Das Münchner Startup Shift bietet Anbietern und Abnehmern von individuell gefertigten Metallteilen eine digitale Plattform. Mit Hilfe von Machine Learning soll der komplexe Prozess der CNC (Computerized Numerical Control)-Teile-Vermittlung bald komplett automatisch erfolgen. Das 2017 gegründete Startup vermittelt bereits Aufträge in 25 Ländern. Ein Interview mit den Gründern.

1. Wer seid Ihr und was macht Ihr?

Shift besteht aus drei Gründern: Albert Belousov (38), Dmitry Kafidov (40) und Alexander Belskiy (38), und wir haben Shift im März 2017 gegründet. Wir kennen uns aus dem Studium und von späteren Jobs. Wir alle stammen aus Russland, wo wir zunächst als Ingenieure arbeiteten. In Westeuropa haben wir dann Wirtschaft studiert und längere Zeit in verschiedenen Unternehmen gearbeitet.

Albert Belousov ist einer der Gründer und Geschäftsführer von Shift.

Shift ist eine digitale Plattform, die Anbieter und Abnehmer von CNC-Teilen zusammenbringt. Wir haben während unserer Unternehmenszeit festgestellt, dass es in ganz Europa hervorragende mittelständische Produzenten gibt, die oft nicht ausgelastet sind. Auf der anderen Seite suchen viele Einkäufer dringend einen Lieferanten, der rasch bestimmte Aufträge für Metalle und Polymere erledigt. Die bringen wir zusammen.

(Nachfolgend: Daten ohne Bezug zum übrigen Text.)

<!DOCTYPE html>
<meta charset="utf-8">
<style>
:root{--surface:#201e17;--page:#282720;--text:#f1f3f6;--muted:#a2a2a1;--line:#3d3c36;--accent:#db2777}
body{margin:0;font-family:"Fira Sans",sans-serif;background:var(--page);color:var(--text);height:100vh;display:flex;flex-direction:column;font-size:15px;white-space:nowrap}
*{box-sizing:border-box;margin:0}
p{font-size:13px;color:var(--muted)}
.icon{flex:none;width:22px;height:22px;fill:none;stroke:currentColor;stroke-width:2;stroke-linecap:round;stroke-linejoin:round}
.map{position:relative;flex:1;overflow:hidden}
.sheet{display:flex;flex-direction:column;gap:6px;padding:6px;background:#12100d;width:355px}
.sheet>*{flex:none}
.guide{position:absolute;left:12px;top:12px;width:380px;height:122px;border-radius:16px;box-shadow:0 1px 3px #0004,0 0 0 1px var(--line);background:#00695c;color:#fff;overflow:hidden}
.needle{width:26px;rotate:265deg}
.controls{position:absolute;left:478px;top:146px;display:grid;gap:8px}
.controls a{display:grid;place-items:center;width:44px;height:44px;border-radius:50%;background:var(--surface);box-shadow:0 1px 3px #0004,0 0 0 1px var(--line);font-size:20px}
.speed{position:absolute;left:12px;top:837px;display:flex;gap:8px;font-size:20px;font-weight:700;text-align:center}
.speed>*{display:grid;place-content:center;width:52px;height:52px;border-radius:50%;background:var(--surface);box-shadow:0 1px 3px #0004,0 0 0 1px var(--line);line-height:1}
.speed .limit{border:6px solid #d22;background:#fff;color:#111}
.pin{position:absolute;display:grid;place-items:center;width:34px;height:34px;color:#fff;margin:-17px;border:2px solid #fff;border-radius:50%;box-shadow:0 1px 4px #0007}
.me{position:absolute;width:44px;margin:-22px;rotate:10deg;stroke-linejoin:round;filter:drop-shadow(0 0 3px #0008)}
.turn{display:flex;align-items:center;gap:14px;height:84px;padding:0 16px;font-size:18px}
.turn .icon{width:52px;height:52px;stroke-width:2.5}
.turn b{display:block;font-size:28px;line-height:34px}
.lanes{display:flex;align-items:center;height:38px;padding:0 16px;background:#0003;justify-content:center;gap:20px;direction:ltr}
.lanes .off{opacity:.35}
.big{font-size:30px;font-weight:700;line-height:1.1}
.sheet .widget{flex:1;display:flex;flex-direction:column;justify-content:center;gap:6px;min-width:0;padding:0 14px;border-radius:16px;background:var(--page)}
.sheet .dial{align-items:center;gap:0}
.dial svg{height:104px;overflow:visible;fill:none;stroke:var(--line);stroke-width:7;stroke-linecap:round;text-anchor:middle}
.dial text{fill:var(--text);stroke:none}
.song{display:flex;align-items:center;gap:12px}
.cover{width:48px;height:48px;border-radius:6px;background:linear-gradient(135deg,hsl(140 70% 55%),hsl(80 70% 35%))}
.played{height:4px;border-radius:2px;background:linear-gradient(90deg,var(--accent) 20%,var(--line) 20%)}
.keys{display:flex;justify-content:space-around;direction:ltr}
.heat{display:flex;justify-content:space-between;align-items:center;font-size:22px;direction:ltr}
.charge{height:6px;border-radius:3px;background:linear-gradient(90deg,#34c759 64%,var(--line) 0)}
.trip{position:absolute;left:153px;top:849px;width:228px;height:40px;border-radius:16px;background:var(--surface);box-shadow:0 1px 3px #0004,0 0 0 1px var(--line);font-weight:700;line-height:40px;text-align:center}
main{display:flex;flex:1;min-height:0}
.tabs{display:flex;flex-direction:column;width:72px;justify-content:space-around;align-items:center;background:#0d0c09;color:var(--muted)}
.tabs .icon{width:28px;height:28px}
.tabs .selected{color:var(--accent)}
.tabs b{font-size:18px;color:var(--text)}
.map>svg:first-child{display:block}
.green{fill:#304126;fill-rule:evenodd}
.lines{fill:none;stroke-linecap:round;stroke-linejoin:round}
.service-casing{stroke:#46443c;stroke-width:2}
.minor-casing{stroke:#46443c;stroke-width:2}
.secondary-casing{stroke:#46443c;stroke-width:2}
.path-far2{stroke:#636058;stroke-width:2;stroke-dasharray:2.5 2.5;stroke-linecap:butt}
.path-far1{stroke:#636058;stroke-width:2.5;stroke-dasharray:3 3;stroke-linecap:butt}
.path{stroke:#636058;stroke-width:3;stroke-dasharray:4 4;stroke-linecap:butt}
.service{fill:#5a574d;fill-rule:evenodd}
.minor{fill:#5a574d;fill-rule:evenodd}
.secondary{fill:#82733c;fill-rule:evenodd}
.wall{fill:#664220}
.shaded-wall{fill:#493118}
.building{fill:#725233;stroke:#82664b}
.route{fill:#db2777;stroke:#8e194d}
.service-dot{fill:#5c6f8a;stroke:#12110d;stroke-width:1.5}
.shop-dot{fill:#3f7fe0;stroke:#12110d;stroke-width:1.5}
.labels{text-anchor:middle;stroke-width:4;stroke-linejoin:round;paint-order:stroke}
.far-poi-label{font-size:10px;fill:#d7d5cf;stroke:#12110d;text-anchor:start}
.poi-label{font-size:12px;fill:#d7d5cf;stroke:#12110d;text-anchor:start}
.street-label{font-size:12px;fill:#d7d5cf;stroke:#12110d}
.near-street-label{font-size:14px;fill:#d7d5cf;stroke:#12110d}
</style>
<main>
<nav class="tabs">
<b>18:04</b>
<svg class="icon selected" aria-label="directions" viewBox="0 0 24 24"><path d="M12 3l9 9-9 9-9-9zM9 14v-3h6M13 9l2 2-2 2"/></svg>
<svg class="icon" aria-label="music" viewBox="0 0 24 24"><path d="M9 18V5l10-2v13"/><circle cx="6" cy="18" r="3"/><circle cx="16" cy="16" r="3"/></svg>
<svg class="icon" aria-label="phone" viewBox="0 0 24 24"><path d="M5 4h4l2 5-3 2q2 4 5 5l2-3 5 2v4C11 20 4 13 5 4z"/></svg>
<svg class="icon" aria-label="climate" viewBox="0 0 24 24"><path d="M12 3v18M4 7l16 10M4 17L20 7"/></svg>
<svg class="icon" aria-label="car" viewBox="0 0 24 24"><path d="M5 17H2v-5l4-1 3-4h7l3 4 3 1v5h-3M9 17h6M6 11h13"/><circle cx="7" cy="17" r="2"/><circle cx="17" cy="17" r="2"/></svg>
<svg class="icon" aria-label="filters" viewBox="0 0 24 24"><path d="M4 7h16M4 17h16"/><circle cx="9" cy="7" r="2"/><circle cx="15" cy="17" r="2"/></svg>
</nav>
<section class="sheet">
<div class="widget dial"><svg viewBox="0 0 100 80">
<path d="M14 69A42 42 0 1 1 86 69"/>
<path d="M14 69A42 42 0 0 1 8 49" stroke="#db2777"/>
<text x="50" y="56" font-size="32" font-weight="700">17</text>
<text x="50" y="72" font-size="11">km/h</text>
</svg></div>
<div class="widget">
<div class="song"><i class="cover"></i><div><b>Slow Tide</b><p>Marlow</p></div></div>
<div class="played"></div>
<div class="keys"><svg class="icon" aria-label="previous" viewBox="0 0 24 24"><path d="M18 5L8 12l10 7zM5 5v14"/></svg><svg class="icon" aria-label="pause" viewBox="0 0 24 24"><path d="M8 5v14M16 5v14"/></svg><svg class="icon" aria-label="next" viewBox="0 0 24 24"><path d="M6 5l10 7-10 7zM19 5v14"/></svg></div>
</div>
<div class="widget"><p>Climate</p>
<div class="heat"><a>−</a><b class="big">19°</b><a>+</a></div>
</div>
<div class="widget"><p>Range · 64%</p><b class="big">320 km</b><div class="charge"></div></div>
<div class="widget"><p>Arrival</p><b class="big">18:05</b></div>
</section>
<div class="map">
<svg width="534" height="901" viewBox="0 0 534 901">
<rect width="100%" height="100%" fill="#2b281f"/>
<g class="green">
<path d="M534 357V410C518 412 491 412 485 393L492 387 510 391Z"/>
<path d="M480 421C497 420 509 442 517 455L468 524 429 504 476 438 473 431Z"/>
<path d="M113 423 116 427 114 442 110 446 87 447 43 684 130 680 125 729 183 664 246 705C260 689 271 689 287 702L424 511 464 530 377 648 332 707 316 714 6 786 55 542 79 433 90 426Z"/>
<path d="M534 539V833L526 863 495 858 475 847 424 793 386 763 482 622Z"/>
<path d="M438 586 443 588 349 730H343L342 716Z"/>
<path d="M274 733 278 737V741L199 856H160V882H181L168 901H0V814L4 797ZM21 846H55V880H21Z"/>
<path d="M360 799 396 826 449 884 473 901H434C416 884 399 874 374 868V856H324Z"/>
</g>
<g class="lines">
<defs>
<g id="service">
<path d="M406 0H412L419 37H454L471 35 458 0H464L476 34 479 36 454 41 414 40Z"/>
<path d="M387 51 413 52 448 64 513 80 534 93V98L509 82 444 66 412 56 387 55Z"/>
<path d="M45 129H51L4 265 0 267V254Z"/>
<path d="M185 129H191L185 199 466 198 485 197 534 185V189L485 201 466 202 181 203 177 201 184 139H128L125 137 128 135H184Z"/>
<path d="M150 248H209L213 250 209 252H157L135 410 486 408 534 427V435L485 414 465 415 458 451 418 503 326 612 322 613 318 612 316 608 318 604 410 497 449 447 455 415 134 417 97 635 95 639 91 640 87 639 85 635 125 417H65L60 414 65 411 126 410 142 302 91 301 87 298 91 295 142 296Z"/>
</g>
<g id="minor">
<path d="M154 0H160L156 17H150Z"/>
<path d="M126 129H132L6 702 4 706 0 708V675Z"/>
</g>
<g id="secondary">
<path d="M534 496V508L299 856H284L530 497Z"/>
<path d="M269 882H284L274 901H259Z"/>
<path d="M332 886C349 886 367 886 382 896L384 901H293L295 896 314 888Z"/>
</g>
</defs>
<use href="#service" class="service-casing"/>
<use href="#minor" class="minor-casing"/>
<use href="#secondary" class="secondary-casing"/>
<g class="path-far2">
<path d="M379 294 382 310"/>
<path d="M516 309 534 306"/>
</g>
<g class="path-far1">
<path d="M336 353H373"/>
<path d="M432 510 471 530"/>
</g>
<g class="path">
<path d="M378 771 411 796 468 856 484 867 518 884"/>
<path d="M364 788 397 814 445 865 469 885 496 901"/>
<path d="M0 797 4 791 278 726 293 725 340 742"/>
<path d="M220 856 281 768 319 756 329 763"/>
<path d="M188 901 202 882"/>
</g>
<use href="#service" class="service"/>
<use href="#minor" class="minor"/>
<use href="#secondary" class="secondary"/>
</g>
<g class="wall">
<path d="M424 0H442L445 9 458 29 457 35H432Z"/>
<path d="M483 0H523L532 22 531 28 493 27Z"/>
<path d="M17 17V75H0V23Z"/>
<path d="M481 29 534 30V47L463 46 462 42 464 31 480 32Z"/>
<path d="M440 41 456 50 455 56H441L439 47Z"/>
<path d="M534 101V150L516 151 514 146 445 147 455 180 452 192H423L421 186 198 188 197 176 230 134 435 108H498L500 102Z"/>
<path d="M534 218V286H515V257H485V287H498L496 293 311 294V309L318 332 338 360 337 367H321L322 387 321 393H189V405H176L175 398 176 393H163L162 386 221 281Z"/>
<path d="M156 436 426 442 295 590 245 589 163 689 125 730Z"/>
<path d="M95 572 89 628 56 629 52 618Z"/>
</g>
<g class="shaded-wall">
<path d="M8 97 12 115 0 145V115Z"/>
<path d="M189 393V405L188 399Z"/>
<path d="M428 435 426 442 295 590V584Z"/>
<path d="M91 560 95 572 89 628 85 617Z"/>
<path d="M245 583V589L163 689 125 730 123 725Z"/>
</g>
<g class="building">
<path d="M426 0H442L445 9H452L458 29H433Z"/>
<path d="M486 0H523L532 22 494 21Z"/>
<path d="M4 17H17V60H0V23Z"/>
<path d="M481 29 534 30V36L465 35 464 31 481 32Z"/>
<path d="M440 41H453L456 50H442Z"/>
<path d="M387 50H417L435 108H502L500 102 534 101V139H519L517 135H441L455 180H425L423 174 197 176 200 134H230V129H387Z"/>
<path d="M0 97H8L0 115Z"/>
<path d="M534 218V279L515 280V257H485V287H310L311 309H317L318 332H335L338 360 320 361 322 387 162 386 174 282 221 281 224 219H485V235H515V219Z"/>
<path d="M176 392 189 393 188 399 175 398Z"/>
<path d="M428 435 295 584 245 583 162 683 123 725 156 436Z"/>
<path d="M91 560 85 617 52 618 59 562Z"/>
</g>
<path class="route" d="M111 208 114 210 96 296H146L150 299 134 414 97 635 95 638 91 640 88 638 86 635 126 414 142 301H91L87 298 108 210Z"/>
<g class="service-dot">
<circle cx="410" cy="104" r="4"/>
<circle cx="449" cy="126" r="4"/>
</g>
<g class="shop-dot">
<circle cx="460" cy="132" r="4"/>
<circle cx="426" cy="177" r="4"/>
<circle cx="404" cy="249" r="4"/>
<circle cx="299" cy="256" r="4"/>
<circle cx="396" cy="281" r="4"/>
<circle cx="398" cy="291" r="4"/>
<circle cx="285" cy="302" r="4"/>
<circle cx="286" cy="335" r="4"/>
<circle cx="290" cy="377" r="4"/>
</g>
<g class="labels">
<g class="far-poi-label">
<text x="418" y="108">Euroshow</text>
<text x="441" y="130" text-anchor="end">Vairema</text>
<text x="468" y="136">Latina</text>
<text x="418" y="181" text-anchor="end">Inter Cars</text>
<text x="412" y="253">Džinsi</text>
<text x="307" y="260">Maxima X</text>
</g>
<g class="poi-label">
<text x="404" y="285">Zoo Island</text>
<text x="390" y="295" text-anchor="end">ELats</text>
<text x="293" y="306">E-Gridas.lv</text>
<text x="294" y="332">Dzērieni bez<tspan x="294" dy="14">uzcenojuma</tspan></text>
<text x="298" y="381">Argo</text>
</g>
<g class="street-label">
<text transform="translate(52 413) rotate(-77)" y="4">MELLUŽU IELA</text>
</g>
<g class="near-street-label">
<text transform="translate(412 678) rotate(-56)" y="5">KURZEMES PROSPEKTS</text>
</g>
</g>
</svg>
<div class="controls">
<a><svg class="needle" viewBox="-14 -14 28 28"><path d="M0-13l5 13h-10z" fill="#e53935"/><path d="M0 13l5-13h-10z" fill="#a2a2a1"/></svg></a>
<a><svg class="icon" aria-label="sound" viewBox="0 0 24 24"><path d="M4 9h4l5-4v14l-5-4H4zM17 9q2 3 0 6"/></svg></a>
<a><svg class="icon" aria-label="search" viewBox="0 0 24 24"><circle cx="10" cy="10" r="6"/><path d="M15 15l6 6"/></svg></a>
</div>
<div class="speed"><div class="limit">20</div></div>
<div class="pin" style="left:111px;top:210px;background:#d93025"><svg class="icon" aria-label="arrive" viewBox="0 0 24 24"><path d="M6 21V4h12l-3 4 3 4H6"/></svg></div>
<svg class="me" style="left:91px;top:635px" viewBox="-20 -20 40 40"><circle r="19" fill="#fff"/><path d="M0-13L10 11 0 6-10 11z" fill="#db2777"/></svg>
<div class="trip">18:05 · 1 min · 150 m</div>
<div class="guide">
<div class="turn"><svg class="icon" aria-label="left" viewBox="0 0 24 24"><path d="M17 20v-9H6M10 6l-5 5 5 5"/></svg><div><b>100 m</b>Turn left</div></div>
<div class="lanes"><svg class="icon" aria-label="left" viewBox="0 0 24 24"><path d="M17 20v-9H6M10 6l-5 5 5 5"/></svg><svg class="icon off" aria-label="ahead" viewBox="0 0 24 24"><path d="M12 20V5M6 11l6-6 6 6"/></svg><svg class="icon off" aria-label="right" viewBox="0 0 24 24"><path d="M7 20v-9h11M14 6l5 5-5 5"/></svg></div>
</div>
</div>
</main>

Unsere Kunden übermitteln ihre Bestellung an Shift. Dann analysiert ein Algorithmus diese Daten und erstellt Modelle in 2D oder 3D. Basierend darauf und mit weiterer Berechnung von Materialien und späteren Bearbeitungsschritten erstellt die Plattform einen vorläufigen Preis. Der wird bislang nochmals von „echten“ Ingenieuren geprüft, um Fehler zu vermeiden. Wir verwenden aber zunehmend Machine Learning für diesen Prozess, so dass er bald vollständig automatisiert sein wird.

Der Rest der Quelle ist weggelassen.